Supply chain blindspots harming businesses

However, despite the unpredictability of global shock events causing delays to shipments, UK business leaders also point to internal problems that continue to hamper logistics performance. 98% of business leaders said that blind spots or inefficiencies have had some impact their business in the last year. When asked to evaluate the reasons for supply chain difficulties, 30% said that they had difficulty accessing real-time logistics data from which they could make decisions. A further one in three (33%) said they lacked integration (interoperability) between different parts of their supply chain.

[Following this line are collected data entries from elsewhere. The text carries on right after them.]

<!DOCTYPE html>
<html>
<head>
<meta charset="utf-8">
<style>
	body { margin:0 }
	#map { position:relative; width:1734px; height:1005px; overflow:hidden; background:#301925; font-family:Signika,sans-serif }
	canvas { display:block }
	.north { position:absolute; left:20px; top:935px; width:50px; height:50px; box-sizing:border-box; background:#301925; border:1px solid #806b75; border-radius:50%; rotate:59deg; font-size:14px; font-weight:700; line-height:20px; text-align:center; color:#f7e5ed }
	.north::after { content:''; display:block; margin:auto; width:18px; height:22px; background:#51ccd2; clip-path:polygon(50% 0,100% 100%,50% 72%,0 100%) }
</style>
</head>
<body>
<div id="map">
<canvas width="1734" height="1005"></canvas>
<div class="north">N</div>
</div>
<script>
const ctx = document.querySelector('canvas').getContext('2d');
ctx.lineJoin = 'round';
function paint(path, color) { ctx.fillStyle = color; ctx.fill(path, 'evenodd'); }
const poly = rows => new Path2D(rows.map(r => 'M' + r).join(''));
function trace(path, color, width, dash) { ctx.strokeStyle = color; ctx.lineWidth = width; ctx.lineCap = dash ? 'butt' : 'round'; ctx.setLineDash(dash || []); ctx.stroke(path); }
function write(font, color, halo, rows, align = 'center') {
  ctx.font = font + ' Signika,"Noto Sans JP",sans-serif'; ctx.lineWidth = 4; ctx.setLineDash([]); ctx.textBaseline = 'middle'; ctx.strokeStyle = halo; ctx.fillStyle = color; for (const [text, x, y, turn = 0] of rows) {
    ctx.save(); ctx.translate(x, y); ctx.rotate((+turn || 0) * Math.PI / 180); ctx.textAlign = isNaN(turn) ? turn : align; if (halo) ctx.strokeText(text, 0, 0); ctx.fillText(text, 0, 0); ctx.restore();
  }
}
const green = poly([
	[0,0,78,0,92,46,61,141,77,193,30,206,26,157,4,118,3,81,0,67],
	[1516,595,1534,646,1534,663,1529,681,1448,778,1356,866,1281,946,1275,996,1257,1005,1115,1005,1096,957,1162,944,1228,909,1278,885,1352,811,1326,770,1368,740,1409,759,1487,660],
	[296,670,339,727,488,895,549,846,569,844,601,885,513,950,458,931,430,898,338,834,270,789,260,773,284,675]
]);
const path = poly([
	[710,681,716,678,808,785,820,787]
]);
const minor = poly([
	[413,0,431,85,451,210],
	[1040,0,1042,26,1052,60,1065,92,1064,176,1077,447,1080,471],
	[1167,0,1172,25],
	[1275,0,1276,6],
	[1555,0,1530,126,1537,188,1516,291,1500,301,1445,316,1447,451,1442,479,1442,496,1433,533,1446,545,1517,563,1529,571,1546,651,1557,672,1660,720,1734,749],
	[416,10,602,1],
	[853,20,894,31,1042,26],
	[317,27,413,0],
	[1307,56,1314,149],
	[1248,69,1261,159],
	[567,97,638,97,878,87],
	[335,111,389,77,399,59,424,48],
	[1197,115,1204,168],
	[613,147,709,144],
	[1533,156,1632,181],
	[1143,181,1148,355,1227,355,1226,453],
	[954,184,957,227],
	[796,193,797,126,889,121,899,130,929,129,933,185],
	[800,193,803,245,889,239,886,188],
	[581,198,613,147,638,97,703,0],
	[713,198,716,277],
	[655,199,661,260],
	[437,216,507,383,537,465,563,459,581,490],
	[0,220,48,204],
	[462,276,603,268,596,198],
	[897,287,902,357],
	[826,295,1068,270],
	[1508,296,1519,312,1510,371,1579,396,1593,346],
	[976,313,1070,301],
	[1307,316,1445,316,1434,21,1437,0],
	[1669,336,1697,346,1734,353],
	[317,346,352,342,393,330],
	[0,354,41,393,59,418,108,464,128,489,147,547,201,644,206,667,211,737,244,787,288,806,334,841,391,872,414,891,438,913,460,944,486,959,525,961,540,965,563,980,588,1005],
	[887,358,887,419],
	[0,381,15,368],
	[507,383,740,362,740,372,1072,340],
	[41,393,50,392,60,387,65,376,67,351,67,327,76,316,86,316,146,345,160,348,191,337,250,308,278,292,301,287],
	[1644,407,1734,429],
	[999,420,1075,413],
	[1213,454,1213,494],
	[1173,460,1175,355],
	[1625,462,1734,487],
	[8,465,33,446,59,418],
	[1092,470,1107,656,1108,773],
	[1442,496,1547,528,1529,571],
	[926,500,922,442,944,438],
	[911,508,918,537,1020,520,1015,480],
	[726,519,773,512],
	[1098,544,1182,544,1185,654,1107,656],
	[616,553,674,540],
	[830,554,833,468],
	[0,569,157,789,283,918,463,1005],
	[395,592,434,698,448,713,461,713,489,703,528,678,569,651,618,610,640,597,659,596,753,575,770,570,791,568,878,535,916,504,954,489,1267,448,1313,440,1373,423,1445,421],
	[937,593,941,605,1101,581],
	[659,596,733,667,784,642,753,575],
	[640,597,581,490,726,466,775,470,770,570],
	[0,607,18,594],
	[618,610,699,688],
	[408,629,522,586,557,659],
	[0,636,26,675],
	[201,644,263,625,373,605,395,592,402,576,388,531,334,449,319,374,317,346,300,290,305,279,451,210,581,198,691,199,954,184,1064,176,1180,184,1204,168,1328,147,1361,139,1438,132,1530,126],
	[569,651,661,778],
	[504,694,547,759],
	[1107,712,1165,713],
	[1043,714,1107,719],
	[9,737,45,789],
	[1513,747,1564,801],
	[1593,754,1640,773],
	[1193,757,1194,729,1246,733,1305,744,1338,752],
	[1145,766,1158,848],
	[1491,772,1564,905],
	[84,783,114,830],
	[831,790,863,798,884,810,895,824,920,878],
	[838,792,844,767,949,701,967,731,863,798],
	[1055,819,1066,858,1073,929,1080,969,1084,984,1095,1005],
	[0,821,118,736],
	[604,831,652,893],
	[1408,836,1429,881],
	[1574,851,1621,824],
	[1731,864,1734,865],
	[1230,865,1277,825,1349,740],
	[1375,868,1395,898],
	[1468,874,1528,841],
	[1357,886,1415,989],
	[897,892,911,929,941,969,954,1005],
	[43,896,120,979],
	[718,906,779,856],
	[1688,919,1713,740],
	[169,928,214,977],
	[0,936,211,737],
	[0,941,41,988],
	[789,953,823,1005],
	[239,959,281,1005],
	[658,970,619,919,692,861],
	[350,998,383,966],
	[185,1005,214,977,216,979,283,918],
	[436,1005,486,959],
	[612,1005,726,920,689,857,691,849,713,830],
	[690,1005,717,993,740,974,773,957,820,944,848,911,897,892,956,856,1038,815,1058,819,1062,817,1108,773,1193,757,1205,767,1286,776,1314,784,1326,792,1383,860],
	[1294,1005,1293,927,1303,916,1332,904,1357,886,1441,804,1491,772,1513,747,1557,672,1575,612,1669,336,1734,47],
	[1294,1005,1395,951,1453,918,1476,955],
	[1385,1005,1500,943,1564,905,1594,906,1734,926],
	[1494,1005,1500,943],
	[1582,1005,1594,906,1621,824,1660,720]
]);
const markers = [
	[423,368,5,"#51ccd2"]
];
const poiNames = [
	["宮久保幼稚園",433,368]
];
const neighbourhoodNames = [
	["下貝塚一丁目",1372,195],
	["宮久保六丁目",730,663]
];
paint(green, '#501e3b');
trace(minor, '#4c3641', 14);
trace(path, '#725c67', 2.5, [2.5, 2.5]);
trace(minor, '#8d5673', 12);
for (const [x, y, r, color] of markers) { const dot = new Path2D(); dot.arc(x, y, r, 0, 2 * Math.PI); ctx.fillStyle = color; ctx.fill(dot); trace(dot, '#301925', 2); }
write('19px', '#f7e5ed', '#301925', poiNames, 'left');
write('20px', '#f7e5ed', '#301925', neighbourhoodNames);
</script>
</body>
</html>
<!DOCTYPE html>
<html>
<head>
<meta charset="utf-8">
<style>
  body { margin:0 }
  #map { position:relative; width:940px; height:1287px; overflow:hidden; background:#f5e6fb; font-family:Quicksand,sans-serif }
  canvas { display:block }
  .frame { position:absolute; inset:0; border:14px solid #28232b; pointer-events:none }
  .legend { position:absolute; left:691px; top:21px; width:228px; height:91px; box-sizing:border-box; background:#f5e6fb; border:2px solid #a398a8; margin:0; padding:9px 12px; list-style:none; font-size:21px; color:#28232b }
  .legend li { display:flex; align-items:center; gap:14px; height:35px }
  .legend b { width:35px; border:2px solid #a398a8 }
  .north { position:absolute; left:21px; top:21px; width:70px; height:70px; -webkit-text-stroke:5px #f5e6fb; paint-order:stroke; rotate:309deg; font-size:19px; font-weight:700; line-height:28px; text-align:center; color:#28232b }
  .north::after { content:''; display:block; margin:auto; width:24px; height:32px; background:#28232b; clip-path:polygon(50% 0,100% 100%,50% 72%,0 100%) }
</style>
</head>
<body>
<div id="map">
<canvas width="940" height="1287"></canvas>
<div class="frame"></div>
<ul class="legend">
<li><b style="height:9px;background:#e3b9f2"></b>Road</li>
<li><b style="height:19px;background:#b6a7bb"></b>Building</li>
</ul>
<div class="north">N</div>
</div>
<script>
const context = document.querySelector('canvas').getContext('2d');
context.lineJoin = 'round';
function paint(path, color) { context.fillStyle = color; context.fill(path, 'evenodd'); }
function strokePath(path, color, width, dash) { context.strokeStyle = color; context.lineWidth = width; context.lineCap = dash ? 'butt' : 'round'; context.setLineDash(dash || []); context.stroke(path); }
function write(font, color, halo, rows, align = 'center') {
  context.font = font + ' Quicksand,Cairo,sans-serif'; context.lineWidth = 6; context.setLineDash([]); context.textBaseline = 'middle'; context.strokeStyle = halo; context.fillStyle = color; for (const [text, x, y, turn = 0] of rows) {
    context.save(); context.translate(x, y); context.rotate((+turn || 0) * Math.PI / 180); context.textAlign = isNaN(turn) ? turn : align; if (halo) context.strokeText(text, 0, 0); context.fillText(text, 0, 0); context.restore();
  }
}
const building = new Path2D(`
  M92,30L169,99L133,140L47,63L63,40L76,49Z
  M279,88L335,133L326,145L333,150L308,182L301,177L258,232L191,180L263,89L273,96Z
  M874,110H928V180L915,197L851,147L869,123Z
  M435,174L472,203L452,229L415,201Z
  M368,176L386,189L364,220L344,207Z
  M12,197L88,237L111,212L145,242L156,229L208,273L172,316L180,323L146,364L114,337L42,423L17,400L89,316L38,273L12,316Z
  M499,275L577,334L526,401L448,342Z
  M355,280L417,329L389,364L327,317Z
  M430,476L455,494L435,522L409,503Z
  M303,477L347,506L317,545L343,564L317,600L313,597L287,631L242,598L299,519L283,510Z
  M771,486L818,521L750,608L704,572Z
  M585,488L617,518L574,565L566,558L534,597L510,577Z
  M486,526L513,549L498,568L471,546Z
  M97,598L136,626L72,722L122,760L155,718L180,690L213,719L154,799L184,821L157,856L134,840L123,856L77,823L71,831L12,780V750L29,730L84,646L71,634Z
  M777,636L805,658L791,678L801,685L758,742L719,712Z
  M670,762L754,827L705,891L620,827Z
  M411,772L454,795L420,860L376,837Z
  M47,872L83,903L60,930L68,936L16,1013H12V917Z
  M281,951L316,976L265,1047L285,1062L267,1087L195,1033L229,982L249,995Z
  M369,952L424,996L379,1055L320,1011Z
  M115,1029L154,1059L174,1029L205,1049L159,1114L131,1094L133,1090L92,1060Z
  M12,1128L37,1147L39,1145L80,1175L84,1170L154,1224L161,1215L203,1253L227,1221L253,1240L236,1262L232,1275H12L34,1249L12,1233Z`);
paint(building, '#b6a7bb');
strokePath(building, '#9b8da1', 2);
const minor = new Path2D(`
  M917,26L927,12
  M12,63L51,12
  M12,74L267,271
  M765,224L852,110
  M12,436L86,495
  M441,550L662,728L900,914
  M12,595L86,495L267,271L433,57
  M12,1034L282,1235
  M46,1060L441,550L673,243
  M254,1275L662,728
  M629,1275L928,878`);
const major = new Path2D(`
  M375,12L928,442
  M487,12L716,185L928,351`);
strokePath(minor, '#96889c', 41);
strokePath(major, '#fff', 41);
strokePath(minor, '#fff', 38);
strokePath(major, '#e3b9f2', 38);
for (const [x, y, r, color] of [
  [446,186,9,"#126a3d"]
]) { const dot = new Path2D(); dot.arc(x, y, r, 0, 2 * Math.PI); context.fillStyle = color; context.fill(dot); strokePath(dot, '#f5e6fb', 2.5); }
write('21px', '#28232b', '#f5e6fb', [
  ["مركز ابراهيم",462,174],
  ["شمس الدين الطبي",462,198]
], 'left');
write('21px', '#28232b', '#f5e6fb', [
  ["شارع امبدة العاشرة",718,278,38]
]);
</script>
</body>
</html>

However, despite many business leaders pointing to issues around access to accurate data or the ability to integrate supply chain systems, the research showed that 16% of UK companies still rely on paper-based processes (e.g. manual logs and forms) for their supply chain operations management. To help overcome some of these issues, UK business leaders state that they plan to increase investment in supply chain technology over the next year by an average of 8.2%.

Supply Chain Delays threaten Christmas

Ronald Kleijwegt, CEO, Vinturas commented: “The English Channel is naturally the major artery for UK trade overseas. It is therefore shocking to see it emerge as a hotspot for delays, especially given the scale of the recent problems in other regions like the Red Sea or Panama Canal. While there are several factors at play, it’s clear that regulatory compliance violations continue to be a major concern for businesses that rely on overseas trade. And with the busiest shopping season around the corner, these challenges are likely to be even more pronounced over the coming weeks.

Of course, regulatory problems due to Brexit and other factors have been a long-running saga and though the global supply chain issues we’ve seen over the past year could not be foreseen, businesses cannot operate without being prepared for this kind of volatility in 2025.

When it comes to managing supply chain ecosystems, organizations must set themselves up for success, getting the basics rights and creating resilience to mitigate losses. As we navigate an increasingly complex and volatile world, supply chain interoperability, actionable visibility, security and investment in resilience, are no longer optional but a fundamental part of business operations that cannot be ignored.”